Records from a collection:
----------------

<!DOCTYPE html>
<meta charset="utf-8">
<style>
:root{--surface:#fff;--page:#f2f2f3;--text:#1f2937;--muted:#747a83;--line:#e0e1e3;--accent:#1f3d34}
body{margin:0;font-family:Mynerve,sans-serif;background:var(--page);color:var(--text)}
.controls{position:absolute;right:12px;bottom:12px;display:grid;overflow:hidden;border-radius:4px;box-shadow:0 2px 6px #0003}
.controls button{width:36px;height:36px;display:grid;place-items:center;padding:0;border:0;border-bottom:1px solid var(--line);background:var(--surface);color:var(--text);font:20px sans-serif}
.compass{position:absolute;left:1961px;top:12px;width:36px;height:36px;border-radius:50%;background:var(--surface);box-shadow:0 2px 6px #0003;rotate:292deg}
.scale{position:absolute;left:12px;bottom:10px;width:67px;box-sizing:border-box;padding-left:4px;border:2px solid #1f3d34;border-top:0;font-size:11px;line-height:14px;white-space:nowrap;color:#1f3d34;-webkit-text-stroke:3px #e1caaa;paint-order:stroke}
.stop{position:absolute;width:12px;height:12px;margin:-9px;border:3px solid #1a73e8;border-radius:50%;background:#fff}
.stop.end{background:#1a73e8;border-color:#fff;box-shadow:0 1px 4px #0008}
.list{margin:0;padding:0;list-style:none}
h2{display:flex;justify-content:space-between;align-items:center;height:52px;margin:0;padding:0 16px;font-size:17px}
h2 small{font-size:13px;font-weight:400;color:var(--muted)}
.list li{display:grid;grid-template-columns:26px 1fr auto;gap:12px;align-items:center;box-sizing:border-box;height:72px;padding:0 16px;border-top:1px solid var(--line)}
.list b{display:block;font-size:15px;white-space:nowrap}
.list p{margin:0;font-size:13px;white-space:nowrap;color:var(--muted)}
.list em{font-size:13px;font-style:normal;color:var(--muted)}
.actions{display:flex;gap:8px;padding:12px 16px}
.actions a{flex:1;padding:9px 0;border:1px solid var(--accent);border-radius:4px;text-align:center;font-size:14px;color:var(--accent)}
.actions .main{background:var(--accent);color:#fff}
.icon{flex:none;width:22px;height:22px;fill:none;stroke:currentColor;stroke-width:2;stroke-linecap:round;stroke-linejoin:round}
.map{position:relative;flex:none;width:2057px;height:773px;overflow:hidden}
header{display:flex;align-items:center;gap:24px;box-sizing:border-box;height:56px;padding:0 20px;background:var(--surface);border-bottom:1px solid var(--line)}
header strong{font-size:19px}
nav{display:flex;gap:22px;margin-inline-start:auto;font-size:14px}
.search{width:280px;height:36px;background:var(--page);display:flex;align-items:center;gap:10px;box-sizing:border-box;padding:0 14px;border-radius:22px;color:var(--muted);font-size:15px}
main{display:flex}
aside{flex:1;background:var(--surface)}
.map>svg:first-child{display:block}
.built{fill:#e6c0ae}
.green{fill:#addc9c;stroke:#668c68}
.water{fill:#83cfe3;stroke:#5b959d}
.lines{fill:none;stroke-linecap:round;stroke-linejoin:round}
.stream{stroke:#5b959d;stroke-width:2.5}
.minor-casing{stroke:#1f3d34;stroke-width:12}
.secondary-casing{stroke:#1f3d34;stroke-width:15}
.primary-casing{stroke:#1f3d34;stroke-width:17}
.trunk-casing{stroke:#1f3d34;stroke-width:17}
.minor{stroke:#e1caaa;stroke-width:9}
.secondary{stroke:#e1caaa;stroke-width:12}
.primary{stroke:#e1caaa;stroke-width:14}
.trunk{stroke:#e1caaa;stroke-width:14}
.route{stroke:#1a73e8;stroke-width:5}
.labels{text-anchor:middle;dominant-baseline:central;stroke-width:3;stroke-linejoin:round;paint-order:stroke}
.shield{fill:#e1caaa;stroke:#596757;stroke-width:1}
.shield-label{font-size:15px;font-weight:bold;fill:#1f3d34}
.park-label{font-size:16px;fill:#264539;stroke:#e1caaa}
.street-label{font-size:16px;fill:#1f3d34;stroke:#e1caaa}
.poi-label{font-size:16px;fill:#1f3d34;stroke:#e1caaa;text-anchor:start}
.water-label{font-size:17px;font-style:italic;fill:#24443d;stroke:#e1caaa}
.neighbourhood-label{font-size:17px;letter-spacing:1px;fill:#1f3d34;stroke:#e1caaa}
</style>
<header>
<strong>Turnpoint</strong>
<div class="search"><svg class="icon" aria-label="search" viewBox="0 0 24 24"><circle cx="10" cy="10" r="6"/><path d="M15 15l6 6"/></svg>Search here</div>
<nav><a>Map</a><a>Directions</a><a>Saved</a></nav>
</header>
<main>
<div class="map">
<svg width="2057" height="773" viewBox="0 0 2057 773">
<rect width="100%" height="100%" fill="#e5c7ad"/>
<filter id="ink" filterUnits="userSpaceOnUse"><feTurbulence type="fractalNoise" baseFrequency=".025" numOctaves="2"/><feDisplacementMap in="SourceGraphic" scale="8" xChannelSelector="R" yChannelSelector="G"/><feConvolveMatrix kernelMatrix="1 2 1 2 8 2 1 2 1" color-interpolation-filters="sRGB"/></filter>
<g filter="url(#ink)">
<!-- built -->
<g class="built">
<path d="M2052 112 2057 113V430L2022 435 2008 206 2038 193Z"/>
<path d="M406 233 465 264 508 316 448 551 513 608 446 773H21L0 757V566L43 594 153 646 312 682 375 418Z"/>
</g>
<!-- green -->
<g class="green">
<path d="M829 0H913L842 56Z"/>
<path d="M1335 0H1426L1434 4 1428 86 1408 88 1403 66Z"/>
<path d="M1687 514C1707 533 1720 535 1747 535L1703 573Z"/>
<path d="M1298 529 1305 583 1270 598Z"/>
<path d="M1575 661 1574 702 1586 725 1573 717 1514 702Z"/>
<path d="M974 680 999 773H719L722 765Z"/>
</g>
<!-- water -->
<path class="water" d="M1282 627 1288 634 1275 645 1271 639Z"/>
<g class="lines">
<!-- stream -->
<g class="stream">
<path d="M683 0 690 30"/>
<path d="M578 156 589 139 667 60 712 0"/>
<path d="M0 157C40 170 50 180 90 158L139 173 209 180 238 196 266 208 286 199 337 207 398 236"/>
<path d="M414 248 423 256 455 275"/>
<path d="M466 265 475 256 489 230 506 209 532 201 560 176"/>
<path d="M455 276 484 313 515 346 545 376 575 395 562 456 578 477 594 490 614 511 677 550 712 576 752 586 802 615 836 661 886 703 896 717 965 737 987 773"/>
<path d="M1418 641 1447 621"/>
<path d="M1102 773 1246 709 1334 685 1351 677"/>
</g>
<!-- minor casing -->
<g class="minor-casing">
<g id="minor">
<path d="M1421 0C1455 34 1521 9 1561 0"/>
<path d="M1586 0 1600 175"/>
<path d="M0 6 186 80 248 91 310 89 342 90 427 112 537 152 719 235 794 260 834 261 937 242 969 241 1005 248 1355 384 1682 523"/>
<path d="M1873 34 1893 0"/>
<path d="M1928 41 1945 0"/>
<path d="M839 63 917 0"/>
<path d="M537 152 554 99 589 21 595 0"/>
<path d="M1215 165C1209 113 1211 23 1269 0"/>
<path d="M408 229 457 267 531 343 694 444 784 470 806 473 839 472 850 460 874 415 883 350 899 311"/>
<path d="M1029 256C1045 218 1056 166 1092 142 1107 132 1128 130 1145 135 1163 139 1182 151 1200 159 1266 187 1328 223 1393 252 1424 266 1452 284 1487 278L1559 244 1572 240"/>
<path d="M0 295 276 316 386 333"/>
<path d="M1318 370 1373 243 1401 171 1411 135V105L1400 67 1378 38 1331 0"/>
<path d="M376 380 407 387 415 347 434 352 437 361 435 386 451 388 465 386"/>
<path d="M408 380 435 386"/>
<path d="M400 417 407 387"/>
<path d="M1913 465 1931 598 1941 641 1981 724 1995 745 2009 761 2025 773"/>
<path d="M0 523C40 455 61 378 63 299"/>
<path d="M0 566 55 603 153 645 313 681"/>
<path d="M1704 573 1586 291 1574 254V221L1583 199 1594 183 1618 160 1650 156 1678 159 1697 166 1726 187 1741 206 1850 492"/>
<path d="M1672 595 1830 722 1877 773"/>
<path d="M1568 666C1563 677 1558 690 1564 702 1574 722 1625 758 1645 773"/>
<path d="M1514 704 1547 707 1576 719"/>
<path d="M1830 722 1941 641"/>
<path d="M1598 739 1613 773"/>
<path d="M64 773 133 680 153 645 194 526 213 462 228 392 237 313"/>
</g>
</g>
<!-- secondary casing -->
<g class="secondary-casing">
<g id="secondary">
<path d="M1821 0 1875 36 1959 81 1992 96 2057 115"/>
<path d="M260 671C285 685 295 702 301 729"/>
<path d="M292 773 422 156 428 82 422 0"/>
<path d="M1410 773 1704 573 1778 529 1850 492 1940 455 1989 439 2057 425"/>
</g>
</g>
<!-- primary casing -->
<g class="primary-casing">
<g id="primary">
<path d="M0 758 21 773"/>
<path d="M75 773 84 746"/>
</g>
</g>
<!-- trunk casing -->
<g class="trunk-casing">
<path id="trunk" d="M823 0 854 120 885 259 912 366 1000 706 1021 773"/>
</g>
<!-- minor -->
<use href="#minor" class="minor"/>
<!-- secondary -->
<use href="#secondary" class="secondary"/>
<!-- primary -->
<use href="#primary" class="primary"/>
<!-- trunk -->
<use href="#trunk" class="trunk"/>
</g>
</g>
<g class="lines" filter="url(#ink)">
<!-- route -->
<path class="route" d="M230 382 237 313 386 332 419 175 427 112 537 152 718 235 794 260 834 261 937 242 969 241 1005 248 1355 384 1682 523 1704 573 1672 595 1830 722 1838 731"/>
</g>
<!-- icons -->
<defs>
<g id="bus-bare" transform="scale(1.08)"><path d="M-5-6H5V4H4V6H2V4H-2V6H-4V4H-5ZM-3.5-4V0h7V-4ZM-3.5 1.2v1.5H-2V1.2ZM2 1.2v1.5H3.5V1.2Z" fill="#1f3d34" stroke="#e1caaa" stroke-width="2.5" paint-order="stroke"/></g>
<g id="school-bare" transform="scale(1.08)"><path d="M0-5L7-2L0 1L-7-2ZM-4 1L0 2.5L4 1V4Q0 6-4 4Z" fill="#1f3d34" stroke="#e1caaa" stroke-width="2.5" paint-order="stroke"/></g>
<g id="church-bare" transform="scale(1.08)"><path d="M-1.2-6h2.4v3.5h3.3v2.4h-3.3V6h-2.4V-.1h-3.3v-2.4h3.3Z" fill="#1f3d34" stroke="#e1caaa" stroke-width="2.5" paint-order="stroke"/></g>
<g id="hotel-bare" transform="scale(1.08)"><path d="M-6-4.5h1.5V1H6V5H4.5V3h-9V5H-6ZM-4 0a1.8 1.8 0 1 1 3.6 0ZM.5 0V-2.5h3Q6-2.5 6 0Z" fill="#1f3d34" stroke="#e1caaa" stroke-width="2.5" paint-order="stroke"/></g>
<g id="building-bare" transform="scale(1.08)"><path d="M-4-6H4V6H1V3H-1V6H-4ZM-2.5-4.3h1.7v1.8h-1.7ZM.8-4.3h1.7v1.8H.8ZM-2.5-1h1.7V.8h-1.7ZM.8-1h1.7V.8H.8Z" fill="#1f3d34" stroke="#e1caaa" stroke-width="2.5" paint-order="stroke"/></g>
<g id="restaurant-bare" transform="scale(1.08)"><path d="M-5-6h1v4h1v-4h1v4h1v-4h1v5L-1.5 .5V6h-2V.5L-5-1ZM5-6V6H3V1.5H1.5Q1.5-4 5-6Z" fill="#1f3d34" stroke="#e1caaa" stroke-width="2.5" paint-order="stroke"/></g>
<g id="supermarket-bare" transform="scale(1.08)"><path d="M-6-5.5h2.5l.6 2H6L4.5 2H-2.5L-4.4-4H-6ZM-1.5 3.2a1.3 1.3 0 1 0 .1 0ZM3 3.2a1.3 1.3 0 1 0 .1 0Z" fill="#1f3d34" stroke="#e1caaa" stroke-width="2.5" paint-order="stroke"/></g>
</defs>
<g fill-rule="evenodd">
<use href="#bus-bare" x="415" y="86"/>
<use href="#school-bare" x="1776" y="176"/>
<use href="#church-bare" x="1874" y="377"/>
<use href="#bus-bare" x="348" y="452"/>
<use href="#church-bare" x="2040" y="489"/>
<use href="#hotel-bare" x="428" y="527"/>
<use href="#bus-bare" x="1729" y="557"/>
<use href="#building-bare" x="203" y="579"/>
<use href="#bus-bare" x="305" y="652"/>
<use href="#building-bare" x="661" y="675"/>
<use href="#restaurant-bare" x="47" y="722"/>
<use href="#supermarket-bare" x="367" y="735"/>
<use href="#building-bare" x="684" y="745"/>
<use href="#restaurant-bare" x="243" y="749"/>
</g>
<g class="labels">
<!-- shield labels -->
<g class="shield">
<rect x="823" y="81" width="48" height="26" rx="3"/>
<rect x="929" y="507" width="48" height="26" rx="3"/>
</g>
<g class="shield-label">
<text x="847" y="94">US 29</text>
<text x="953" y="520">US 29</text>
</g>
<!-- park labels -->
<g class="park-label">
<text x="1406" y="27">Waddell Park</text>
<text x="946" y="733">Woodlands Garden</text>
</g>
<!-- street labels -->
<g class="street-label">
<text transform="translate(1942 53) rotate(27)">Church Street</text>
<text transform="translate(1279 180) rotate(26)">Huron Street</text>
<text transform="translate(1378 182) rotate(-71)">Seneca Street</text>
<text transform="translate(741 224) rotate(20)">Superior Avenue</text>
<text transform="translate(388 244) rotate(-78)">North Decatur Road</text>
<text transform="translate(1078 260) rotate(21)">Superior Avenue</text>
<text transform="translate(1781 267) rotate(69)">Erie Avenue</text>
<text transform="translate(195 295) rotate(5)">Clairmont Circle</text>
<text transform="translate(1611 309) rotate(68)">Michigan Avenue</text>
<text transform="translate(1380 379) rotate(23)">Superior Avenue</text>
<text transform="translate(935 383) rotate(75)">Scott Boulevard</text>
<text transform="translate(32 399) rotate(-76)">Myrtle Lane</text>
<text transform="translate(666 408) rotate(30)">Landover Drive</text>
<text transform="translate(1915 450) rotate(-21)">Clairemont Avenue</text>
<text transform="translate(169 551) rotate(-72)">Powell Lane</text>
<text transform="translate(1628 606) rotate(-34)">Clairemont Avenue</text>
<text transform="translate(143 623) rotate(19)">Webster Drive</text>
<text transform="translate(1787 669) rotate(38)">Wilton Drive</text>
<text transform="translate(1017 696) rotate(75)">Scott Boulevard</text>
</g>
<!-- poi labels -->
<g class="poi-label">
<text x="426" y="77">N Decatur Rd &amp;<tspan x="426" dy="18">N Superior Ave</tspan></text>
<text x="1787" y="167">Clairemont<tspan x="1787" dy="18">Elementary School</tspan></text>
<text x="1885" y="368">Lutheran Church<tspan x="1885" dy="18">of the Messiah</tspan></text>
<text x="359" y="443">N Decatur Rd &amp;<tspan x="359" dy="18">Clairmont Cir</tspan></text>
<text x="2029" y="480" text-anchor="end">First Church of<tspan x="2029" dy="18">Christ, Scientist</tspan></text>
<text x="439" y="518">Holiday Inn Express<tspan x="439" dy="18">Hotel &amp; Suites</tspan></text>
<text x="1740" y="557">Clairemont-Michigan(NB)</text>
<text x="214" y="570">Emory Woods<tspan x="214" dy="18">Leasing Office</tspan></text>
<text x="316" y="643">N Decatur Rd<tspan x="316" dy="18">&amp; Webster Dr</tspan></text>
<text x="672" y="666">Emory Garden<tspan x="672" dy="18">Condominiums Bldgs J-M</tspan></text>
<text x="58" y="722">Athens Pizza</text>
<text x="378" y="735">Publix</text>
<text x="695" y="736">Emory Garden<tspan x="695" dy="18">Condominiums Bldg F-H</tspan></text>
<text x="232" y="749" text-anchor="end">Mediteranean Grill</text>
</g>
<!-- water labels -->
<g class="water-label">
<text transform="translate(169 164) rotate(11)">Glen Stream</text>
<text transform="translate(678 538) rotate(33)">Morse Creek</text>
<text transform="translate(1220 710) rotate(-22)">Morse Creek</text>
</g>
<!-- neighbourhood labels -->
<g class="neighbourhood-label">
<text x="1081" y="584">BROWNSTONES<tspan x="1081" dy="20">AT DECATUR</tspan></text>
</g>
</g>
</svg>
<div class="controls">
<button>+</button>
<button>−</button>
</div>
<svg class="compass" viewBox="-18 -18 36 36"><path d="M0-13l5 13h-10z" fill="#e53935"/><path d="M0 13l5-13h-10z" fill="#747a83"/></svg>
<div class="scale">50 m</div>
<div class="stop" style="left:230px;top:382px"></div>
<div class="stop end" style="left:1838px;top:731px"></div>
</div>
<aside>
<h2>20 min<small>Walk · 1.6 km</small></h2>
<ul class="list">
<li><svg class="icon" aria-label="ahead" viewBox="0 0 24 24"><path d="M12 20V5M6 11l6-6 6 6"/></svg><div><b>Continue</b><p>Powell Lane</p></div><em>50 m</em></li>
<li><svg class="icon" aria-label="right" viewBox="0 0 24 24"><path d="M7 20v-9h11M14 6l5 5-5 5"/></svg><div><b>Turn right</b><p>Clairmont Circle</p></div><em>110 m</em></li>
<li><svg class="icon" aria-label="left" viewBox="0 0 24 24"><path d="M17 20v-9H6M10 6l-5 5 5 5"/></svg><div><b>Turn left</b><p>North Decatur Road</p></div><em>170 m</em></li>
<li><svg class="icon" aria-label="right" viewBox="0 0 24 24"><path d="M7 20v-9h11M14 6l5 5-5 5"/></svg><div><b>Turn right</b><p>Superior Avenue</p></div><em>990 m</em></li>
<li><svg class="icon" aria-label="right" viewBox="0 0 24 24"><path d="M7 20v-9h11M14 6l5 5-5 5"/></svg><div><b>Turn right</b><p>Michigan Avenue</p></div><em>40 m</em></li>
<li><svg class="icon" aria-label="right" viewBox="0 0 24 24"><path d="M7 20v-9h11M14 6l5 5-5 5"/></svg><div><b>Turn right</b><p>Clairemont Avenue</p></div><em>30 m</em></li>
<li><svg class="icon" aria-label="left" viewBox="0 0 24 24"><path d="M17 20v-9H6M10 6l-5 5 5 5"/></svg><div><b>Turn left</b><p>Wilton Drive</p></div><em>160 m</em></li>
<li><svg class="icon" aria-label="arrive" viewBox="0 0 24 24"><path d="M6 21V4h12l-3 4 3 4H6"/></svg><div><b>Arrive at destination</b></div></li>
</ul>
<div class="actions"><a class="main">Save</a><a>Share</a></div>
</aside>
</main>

----------------

-- Task --
When a line among the entries contains "compass", pull that line out.

-- Response for this exercise --
.compass{position:absolute;left:1961px;top:12px;width:36px;height:36px;border-radius:50%;background:var(--surface);box-shadow:0 2px 6px #0003;rotate:292deg}
<svg class="compass" viewBox="-18 -18 36 36"><path d="M0-13l5 13h-10z" fill="#e53935"/><path d="M0 13l5-13h-10z" fill="#747a83"/></svg>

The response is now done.